The midterm assignment for ASE 1 is an interview-- students must find a Gainesville resident and interview them. They record the interview and turn in to me a transcript of the first and last five minutes, as well as a recording of the interview.

So I'm reviewing the assignments now; reading the transcripts, listening to the interviews and to the recorded reactions that I also required. It is really, really fascinating.

First, because the interviewees are interesting and diverse.

Second, because I'm realizing how much my students are learning about Gainesville and Florida culture, through this project.

Third, it's really interesting to read the transcripts and see what phrases, what figures of speech my students understand, and what makes no sense to them. "The shopping is dismal," for example, was interpreted as "The shopping is dizzy mall" (which made as little sense to him as it would to you or me). My student K also could make neither head nor tail of "it redeems itself"-- he transcribed, "every deens is soft" with a big question mark afterwards. English speakers do not speak the way textbooks say we do, and entering into the fray of real live everyday English is, well, an adventure.

I don't think, though, that I want to teach idioms. Idiomatic language changes rapidly, and every speaker has his own idiosyncracies. I might well not totally understand a figure of speech used by another native speaker.

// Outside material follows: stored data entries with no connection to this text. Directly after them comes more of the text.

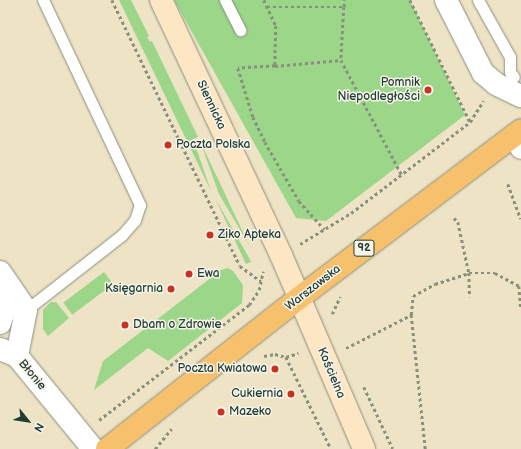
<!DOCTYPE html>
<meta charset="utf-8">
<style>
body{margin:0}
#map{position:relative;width:521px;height:449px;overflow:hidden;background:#efe3c6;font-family:"Balsamiq Sans",sans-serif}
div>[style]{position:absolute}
.green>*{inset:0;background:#9bd689;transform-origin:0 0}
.path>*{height:2.5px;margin-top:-1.25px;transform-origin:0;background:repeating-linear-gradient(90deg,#87907d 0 3px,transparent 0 6px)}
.roads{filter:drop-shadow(0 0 1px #87907d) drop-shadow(0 0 1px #87907d)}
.lane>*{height:11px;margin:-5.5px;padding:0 5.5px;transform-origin:5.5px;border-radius:5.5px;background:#fff}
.street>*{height:22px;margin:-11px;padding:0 11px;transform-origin:11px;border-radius:11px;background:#fff}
.secondary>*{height:22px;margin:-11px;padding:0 11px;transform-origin:11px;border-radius:11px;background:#fce6c4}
.primary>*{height:22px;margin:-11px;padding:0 11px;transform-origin:11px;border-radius:11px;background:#f7c06c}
.dots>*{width:11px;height:11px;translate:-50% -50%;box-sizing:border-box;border:2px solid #f7f3e8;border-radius:50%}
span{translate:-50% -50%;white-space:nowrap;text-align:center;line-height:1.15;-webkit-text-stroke:3px #f7f3e8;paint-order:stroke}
.shield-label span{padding:1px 3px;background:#f7f3e8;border:1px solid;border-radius:3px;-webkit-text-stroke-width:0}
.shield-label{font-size:11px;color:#1f3d34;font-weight:700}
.poi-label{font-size:12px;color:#1f3d34}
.right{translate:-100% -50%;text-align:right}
.left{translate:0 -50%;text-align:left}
.street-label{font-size:12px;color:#1f3d34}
.north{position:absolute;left:8px;top:401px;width:40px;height:40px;-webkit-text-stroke:3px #f7f3e8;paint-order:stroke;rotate:120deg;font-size:11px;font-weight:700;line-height:16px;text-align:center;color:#1f3d34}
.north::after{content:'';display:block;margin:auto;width:14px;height:18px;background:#1f3d34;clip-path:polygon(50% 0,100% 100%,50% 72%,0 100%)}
</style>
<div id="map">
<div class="green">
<div style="clip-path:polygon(119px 0,131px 0,149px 36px,147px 37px,150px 42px,152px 41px,198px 137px,193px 139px,211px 191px)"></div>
<div style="clip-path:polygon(174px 0,410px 0,465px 115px,326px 221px,296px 218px)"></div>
<div style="clip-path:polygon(200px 141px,249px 245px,219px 194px)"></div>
<div style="clip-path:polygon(215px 198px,248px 256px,251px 262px,246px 264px)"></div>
<div style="clip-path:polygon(228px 268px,233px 271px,243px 285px,242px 303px,168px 361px,148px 348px,94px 390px,103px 361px,221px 270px)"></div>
<div style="left:104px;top:272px;width:15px;height:51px;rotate:53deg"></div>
<div style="clip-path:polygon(51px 302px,56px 302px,69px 318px,48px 336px,43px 329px,43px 310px)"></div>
</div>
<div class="path">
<div style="left:112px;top:0;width:295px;rotate:64.3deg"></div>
<div style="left:240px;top:266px;width:26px;rotate:36deg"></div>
<div style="left:264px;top:0;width:29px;rotate:65deg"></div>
<div style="left:276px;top:26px;width:40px;rotate:91.4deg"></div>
<div style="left:275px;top:66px;width:37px;rotate:177deg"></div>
<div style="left:238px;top:68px;width:51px;rotate:73deg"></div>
<div style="left:253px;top:117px;width:28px;rotate:64deg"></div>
<div style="left:265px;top:142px;width:68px;rotate:60deg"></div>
<div style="left:299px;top:201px;width:38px;rotate:48deg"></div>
<div style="left:410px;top:0;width:136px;rotate:63.8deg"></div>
<div style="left:267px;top:7px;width:77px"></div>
<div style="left:344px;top:7px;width:7px;rotate:-90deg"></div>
<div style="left:344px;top:7px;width:53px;rotate:93.2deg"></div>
<div style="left:341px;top:60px;width:130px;rotate:62.1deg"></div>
<div style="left:275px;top:66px;width:66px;rotate:-5.2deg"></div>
<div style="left:508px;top:184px;width:37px;rotate:70deg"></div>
<div style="left:454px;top:218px;width:6px;rotate:45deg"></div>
<div style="left:458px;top:222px;width:52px;rotate:77.8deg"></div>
<div style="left:469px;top:273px;width:24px;rotate:88deg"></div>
<div style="left:300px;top:244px;width:60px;rotate:-31.3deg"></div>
<div style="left:351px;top:213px;width:150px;rotate:-37.4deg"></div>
<div style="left:470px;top:122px;width:25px;rotate:-58deg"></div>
<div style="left:332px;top:314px;width:19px;rotate:-65deg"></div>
<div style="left:346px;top:348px;width:73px;rotate:-26.9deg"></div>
<div style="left:264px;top:356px;width:11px;rotate:-10deg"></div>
<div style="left:275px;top:354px;width:11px;rotate:15deg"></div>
<div style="left:286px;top:357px;width:13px;rotate:-18deg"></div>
<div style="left:286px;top:357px;width:102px;rotate:63.9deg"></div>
<div style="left:364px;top:387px;width:68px;rotate:64.9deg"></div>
<div style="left:99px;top:420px;width:189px;rotate:-37.5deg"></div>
<div style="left:249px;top:305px;width:18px;rotate:-56deg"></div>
<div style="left:259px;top:290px;width:19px;rotate:-78deg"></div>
<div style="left:155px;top:449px;width:26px;rotate:-51deg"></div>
<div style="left:425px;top:449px;width:135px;rotate:-96deg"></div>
<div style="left:411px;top:315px;width:19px;rotate:-84deg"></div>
<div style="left:413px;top:296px;width:25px;rotate:-29deg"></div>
<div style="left:435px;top:284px;width:36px;rotate:-18deg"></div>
<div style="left:469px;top:273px;width:26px"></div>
<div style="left:495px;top:273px;width:27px;rotate:28deg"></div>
<div style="left:519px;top:286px;width:21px;rotate:85deg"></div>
</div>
<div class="roads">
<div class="lane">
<div style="left:225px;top:0;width:34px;rotate:63deg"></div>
<div style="left:478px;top:0;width:65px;rotate:60.7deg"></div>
<div style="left:510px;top:57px;width:15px;rotate:90deg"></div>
<div style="left:510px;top:72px;width:6px;rotate:51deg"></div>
<div style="left:26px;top:310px;width:122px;rotate:-38deg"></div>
<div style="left:122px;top:235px;width:20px;rotate:-49deg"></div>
<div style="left:135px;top:220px;width:16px;rotate:-72deg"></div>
<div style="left:140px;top:205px;width:227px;rotate:-115.3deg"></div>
</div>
<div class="street">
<div style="left:446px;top:0;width:82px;rotate:63.1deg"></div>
<div style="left:483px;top:73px;width:17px;rotate:40deg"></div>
<div style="left:496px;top:84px;width:28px;rotate:26deg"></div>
<div style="left:515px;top:135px;width:14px;rotate:65deg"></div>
<div style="left:0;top:272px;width:46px;rotate:55.6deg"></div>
<div style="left:26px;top:310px;width:47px;rotate:101.1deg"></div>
<div style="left:0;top:323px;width:34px;rotate:-71deg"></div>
<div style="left:0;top:349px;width:18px;rotate:22deg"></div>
<div style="left:17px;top:356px;width:120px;rotate:50.7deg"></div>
</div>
<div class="secondary">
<div style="left:161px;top:0;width:282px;rotate:64.8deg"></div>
<div style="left:281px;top:255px;width:211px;rotate:66.8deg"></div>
</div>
<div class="primary">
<div style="left:107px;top:449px;width:244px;rotate:-38.2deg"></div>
<div style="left:299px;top:298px;width:278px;rotate:-37.1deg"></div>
</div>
</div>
<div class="dots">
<div style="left:428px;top:90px;background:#c8321e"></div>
<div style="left:168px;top:145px;background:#c8321e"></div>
<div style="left:210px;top:235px;background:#c8321e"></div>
<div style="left:189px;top:274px;background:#c8321e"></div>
<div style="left:171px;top:289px;background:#c8321e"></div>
<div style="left:125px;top:325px;background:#c8321e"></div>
<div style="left:275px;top:369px;background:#c8321e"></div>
<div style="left:291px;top:394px;background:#c8321e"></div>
<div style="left:221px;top:412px;background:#c8321e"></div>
</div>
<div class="shield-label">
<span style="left:364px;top:248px">92</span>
</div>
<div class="poi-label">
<span class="right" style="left:420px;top:90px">Pomnik<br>Niepodległości</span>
<span class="left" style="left:176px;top:145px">Poczta Polska</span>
<span class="left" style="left:218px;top:235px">Ziko Apteka</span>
<span class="left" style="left:197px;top:274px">Ewa</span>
<span class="right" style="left:163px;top:289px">Księgarnia</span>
<span class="left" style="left:133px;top:325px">Dbam o Zdrowie</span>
<span class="right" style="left:267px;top:369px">Poczta Kwiatowa</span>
<span class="right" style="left:283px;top:394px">Cukiernia</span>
<span class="left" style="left:229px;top:412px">Mazeko</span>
</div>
<div class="street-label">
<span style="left:211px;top:105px;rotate:65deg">Siennicka</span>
<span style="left:313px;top:288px;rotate:-38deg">Warszawska</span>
<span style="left:331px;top:373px;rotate:67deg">Kościelna</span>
<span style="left:32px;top:375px;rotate:50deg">Błonie</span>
</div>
<div class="north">N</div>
</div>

The important thing is to be able to catch the nuances of speech, to distinguish when somebody is saying "uh" and when theyr'e saying "a", for example-- to interpret which bits of noise are meaningful and which meaningless. It's good, of course, to be able to speak in idiomatic language. But to memorize idioms and try to figure out when they're appropriate, will always be a losing battle. Translate idioms from your native tongue! Make up idioms on the spot! Listen to people speak, and experiment by repeating versions of the idioms you hear-- see what reactions you get.

Above all, don't be doctrinaire about language. Your teacher in Korea gave you a list of do's and don'ts and punished you when you disobeyed them. And what was the result? After more than a decade of studying English hard, you still can't speak the damn language. Time for a new strategy.